YOUR INSTRUCTIONS — All of the records must be repeated exactly as they read.

Records from a data collection:
▬▬▬▬▬▬▬▬▬▬

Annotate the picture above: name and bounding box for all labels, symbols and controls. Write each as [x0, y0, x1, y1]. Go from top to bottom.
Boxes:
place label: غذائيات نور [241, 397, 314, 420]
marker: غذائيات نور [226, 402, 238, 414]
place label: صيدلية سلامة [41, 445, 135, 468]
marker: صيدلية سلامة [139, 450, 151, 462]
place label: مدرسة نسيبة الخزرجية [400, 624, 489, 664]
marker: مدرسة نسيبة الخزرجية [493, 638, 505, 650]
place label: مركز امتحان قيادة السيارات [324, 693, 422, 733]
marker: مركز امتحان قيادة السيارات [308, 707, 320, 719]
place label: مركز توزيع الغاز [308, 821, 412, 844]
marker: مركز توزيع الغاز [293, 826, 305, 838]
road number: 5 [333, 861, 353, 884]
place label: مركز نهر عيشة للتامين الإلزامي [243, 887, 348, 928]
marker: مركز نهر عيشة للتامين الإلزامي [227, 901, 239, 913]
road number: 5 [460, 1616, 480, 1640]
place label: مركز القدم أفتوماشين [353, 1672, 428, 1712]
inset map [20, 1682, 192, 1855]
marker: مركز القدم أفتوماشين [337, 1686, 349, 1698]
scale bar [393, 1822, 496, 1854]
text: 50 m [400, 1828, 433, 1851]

▬▬▬▬▬▬▬▬▬▬

YOUR SOLUTION —
Annotate the picture above: name and bounding box for all labels, symbols and controls. Write each as [x0, y0, x1, y1]. Go from top to bottom.
Boxes:
place label: غذائيات نور [241, 397, 314, 420]
marker: غذائيات نور [226, 402, 238, 414]
place label: صيدلية سلامة [41, 445, 135, 468]
marker: صيدلية سلامة [139, 450, 151, 462]
place label: مدرسة نسيبة الخزرجية [400, 624, 489, 664]
marker: مدرسة نسيبة الخزرجية [493, 638, 505, 650]
place label: مركز امتحان قيادة السيارات [324, 693, 422, 733]
marker: مركز امتحان قيادة السيارات [308, 707, 320, 719]
place label: مركز توزيع الغاز [308, 821, 412, 844]
marker: مركز توزيع الغاز [293, 826, 305, 838]
road number: 5 [333, 861, 353, 884]
place label: مركز نهر عيشة للتامين الإلزامي [243, 887, 348, 928]
marker: مركز نهر عيشة للتامين الإلزامي [227, 901, 239, 913]
road number: 5 [460, 1616, 480, 1640]
place label: مركز القدم أفتوماشين [353, 1672, 428, 1712]
inset map [20, 1682, 192, 1855]
marker: مركز القدم أفتوماشين [337, 1686, 349, 1698]
scale bar [393, 1822, 496, 1854]
text: 50 m [400, 1828, 433, 1851]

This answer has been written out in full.